The outcome of the 2004 presidential election will depend partly on what happens between now and Election Day in Iraq and to the U.S. economy. But it will also turn on the religious wars -- fueled by evangelical Protestants, the ground troops of the Republican Party. The conventional wisdom is that these issues are sure winners for the right. But Democrats can hold their own in these wars -- if they respond vigorously to the coming assault.
Democrats should call all this for what it is -- a clear and present danger to religious liberty in America. For more than three hundred years, the liberal tradition has sought to free people from the tyranny of religious doctrines that would otherwise be imposed on them. Today's evangelical right detests that tradition and seeks nothing short of a state-sponsored religion. But maintaining the separation of church and state is a necessary precondition of liberty.
Public opinion sides with the Democrats. Even though a slim majority continues to oppose gay marriage, polls show that most Americans believe that homosexual relationships between consenting adults should be legal, that the choice of whether to have an abortion should be up to a woman and her doctor, that stem-cell research should be legal, and that religion should stay out of the public schools. But unless Democrats focus the public's attention on the larger ongoing assault on religious liberty, the evangelical right will whittle away these freedoms.
Gay marriage doesn't have to be a wedge issue for the evangelicals -- not if Democrats can put it where it belongs, as another front in the religious wars. The question of whether gay couples should be treated the same as married people need not and should not involve the religious meaning of "marriage." That's up to particular faiths and congregations to decide. The issue here is whether gays should have the same legal rights as heterosexuals -- survivor's benefits under Social Security, alimony, the distribution of assets when relationships end in divorce and other legal privileges now conferred only on heterosexual couples.

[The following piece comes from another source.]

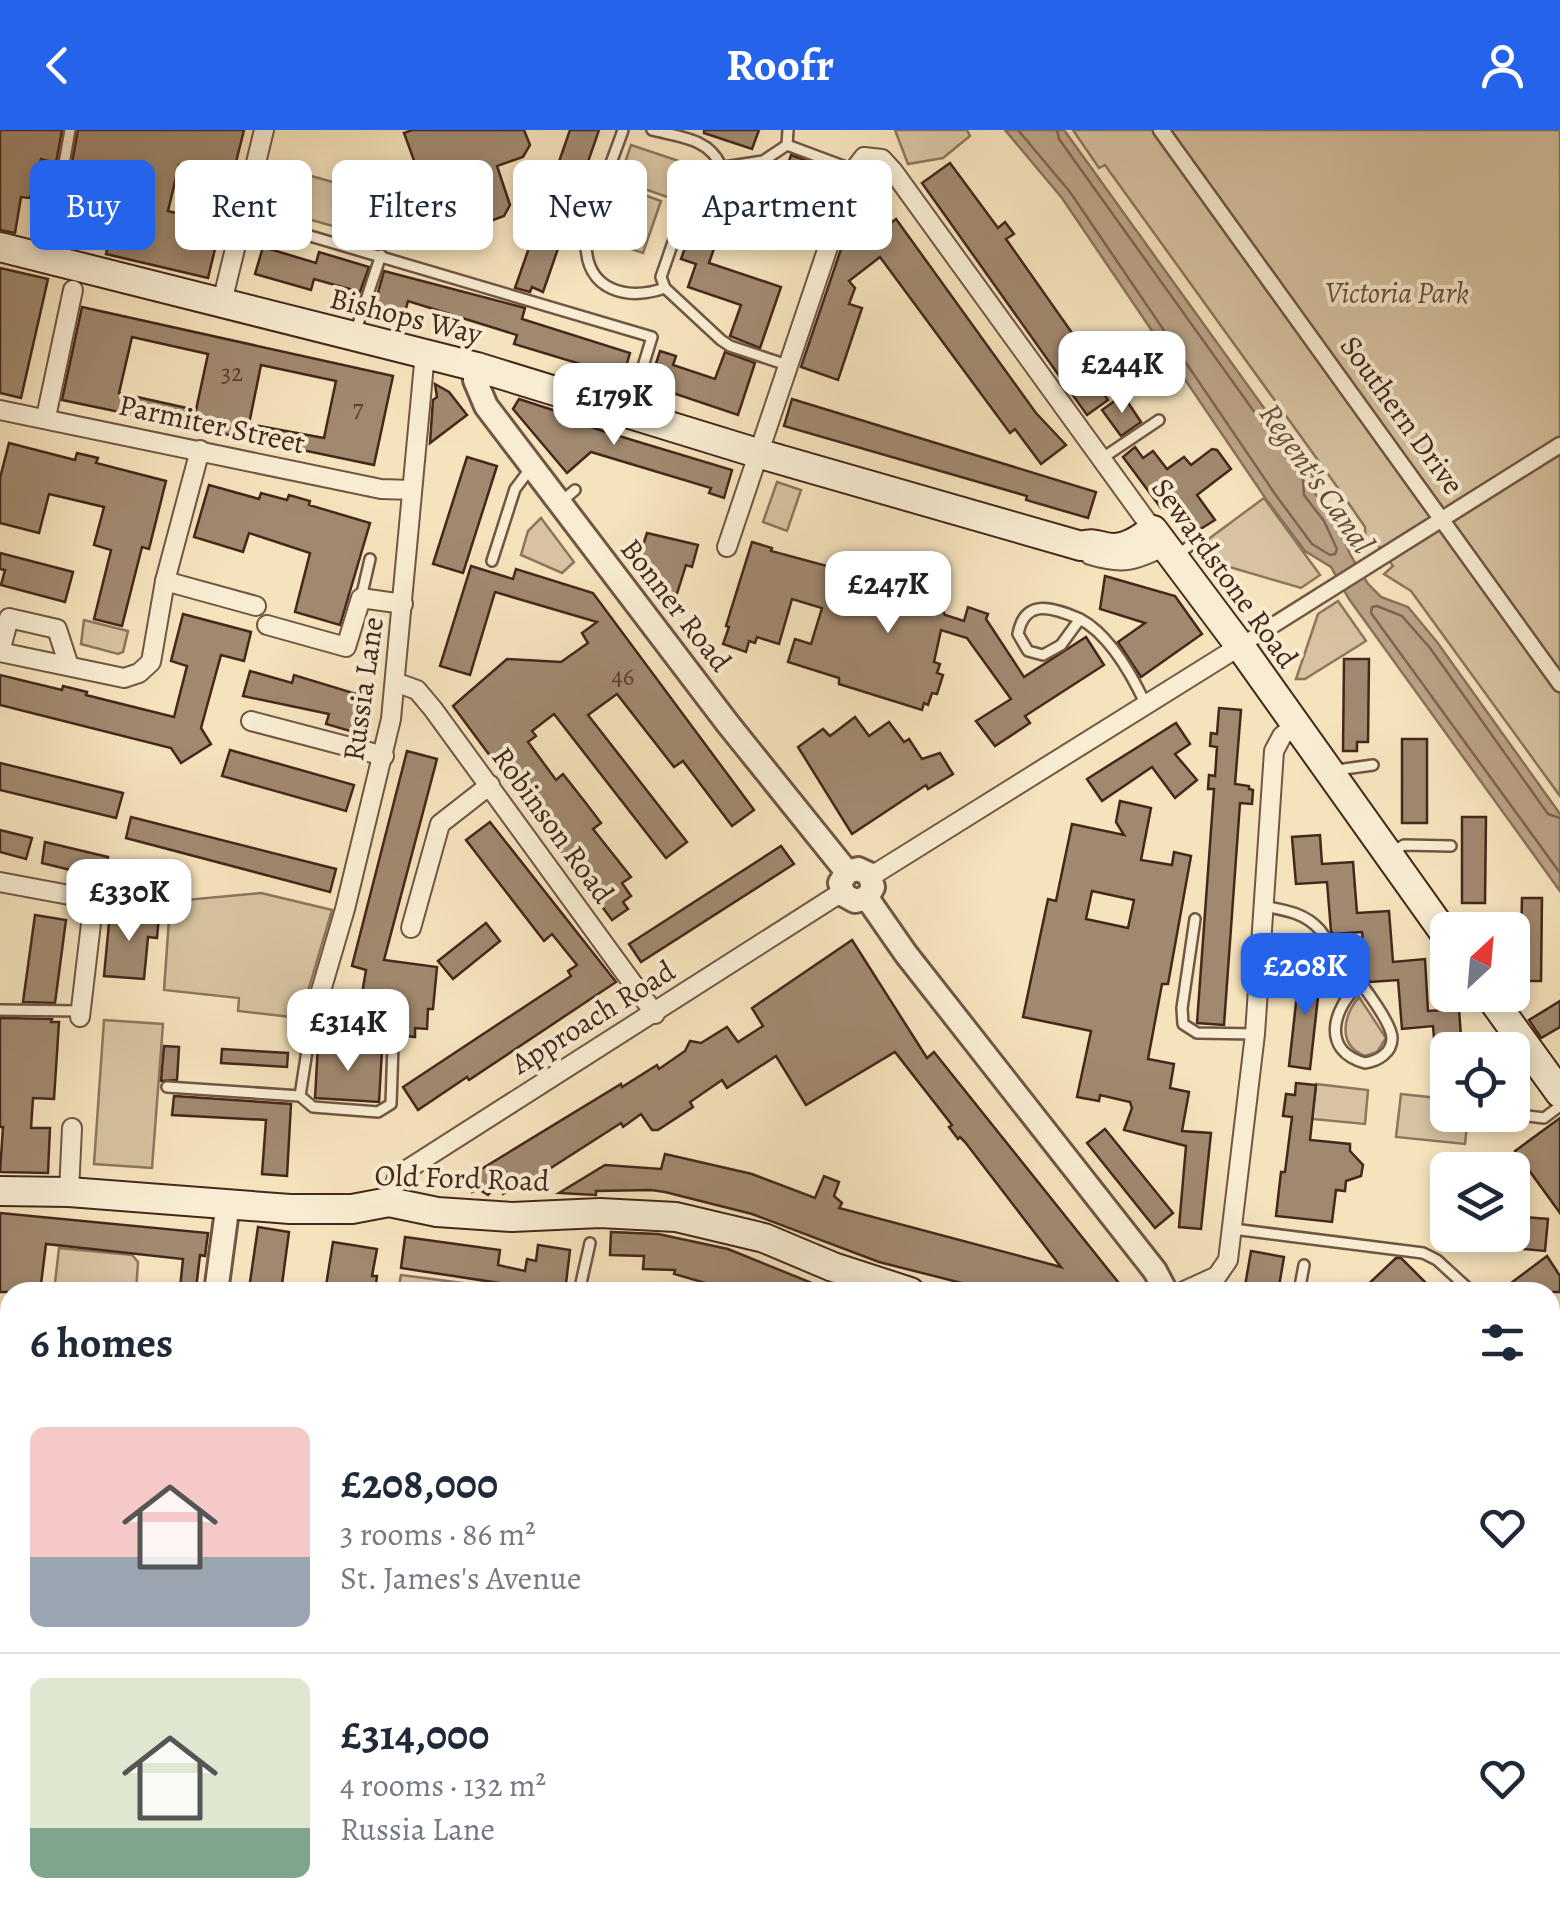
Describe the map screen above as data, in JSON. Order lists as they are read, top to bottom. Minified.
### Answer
{"streets":{"main road":["Bishops Way","Sewardstone Road","Old Ford Road"],"street":["Southern Drive","Parmiter Street","Bonner Road","Russia Lane","Robinson Road","Approach Road"]},"crossings":[["Bishops Way","Sewardstone Road"],["Bishops Way","Bonner Road"],["Bishops Way","Russia Lane"],["Parmiter Street","Russia Lane"],["Sewardstone Road","Approach Road"],["Bonner Road","Approach Road"],["Russia Lane","Robinson Road"],["Robinson Road","Approach Road"],["Approach Road","Old Ford Road"]],"water":["Regent's Canal"],"parks":["Victoria Park"],"house_numbers":["32","7","46"],"north":"top right","page":{"header":"Roofr","chip":["Buy","Rent","Filters","New","Apartment"],"price":["£244K","£179K","£247K","£330K","£208K","£314K"],"heading":"6 homes","list":[{"name":"£208,000","note":"3 rooms · 86 m² · St. James's Avenue"},{"name":"£314,000","note":"4 rooms · 132 m² · Russia Lane"}]}}
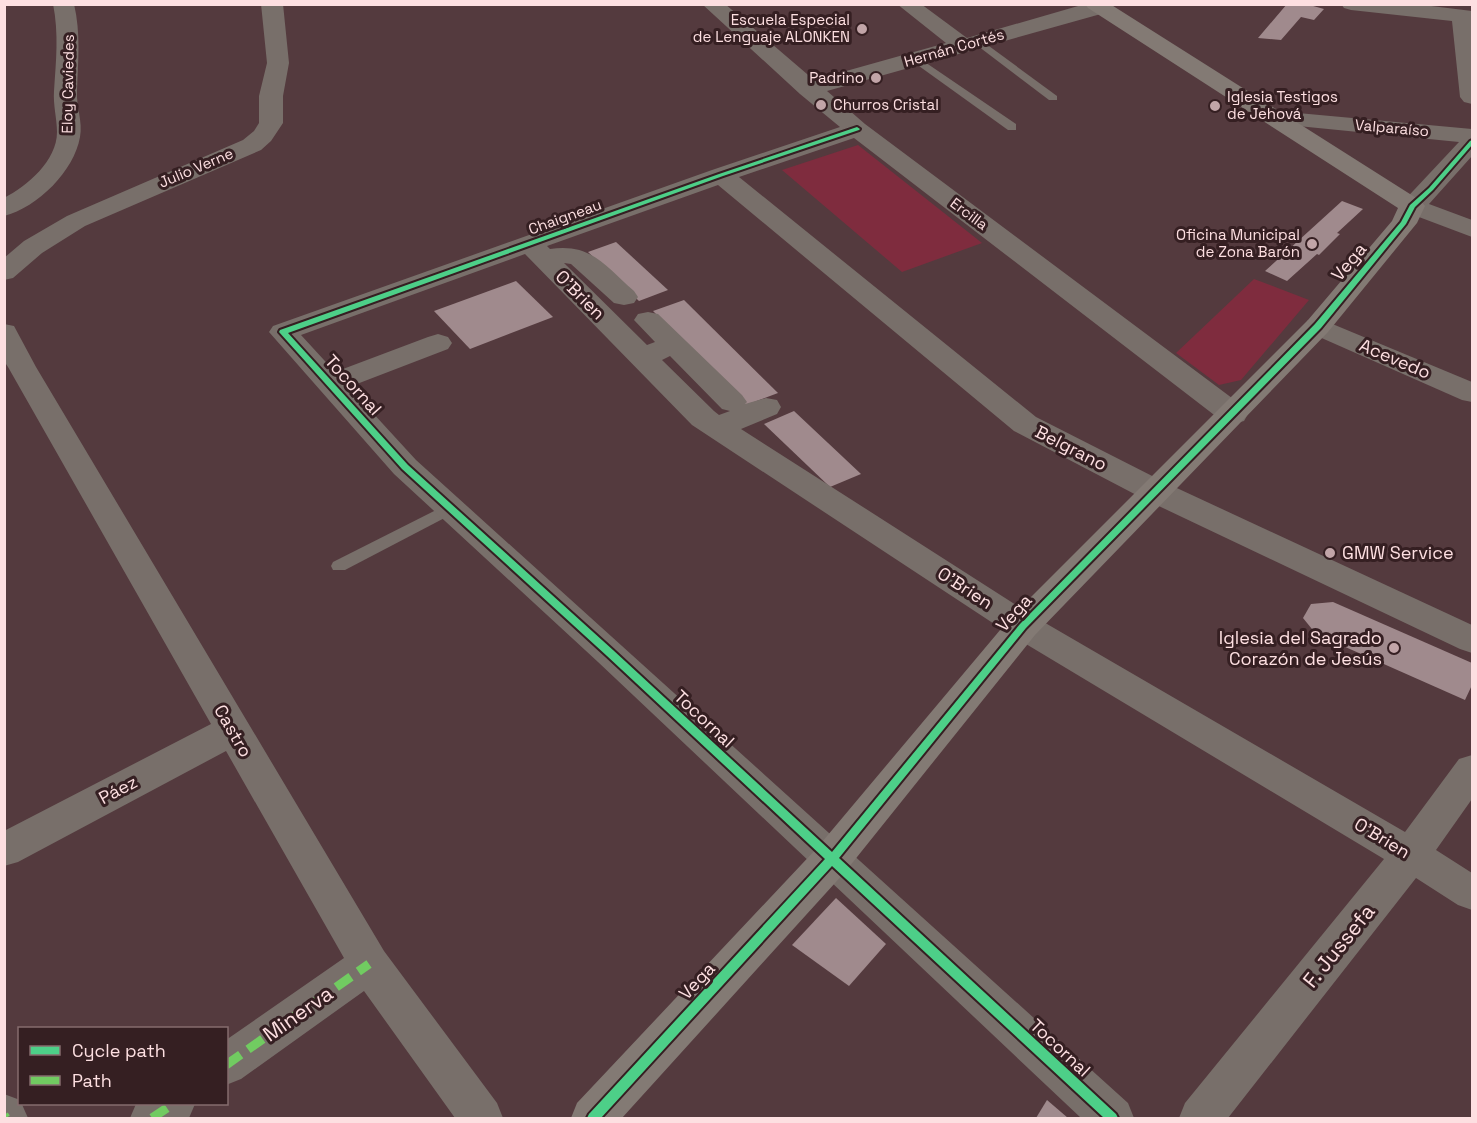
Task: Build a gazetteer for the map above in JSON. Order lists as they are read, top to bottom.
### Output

Democrats should make clear that this is an issue about state power, not religion -- and call for gay civil rights. Not "marriage," but "domestic partnership" or "civil union" or whatever words will convey the same legal rights accorded heterosexuals. Most Americans think the law shouldn't discriminate on the basis of sexual orientation. It follows that gays should have the same legal rights.
The evangelicals' victory on "partial-birth" abortion proves only that gruesome pictures and inflamed comments can persuade a majority that a particular procedure is inhumane. It has no bearing on the more basic question of whether the evangelical view about when life begins should be imposed on the rest of America. Democrats should be clear that the issues of abortion and stem-cell research are about religious liberty. Tar the Republicans and the evangelicals with William Pryor and other nominees who want to overrule Roe. Show that the Senate Democrats' filibuster of these nominees is another front in the same religious war. Likewise, Democrats should hold evangelicals accountable for what they're trying to do in our nation's schools -- promoting the teaching of creationism, demanding school prayer, pushing "abstinence until marriage" programs, and opposing sex education. This is all about imposing their religious views on our children.
The religious wars aren't pretty. Religious wars never are. But Democrats should mount a firm and clear counter-assault. In the months leading up to Election Day, when Republicans are screaming about God and accusing the Democrats of siding with sexual deviants and baby killers, Democrats should remind Americans that however important religion is to our spiritual lives, there is no room for liberty in a theocracy.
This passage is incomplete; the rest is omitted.